What to do>
Quote every line below exactly as it reads.

Given information>
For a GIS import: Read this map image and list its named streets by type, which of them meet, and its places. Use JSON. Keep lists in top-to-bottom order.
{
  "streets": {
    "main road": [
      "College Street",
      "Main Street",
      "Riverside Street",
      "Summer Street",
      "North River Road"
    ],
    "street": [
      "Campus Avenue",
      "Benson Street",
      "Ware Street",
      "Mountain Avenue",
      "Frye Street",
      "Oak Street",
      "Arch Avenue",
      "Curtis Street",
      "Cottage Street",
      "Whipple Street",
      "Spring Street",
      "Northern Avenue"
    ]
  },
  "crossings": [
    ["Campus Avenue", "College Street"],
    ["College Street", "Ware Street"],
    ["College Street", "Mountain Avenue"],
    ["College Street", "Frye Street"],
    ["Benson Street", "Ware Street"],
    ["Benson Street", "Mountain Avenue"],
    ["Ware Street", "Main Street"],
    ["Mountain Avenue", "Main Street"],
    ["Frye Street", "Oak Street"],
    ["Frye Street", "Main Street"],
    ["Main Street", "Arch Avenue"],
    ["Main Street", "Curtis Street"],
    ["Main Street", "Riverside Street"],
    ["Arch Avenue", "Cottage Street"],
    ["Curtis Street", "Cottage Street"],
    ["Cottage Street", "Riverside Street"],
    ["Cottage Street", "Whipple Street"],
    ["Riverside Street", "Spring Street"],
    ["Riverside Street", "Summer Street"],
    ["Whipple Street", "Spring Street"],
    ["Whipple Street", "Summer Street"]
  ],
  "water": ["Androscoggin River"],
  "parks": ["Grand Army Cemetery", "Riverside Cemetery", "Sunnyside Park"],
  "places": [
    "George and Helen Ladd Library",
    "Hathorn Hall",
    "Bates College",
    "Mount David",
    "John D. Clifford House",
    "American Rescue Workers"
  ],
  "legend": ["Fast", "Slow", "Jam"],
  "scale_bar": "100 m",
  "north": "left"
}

Output>
For a GIS import: Read this map image and list its named streets by type, which of them meet, and its places. Use JSON. Keep lists in top-to-bottom order.
{
  "streets": {
    "main road": [
      "College Street",
      "Main Street",
      "Riverside Street",
      "Summer Street",
      "North River Road"
    ],
    "street": [
      "Campus Avenue",
      "Benson Street",
      "Ware Street",
      "Mountain Avenue",
      "Frye Street",
      "Oak Street",
      "Arch Avenue",
      "Curtis Street",
      "Cottage Street",
      "Whipple Street",
      "Spring Street",
      "Northern Avenue"
    ]
  },
  "crossings": [
    ["Campus Avenue", "College Street"],
    ["College Street", "Ware Street"],
    ["College Street", "Mountain Avenue"],
    ["College Street", "Frye Street"],
    ["Benson Street", "Ware Street"],
    ["Benson Street", "Mountain Avenue"],
    ["Ware Street", "Main Street"],
    ["Mountain Avenue", "Main Street"],
    ["Frye Street", "Oak Street"],
    ["Frye Street", "Main Street"],
    ["Main Street", "Arch Avenue"],
    ["Main Street", "Curtis Street"],
    ["Main Street", "Riverside Street"],
    ["Arch Avenue", "Cottage Street"],
    ["Curtis Street", "Cottage Street"],
    ["Cottage Street", "Riverside Street"],
    ["Cottage Street", "Whipple Street"],
    ["Riverside Street", "Spring Street"],
    ["Riverside Street", "Summer Street"],
    ["Whipple Street", "Spring Street"],
    ["Whipple Street", "Summer Street"]
  ],
  "water": ["Androscoggin River"],
  "parks": ["Grand Army Cemetery", "Riverside Cemetery", "Sunnyside Park"],
  "places": [
    "George and Helen Ladd Library",
    "Hathorn Hall",
    "Bates College",
    "Mount David",
    "John D. Clifford House",
    "American Rescue Workers"
  ],
  "legend": ["Fast", "Slow", "Jam"],
  "scale_bar": "100 m",
  "north": "left"
}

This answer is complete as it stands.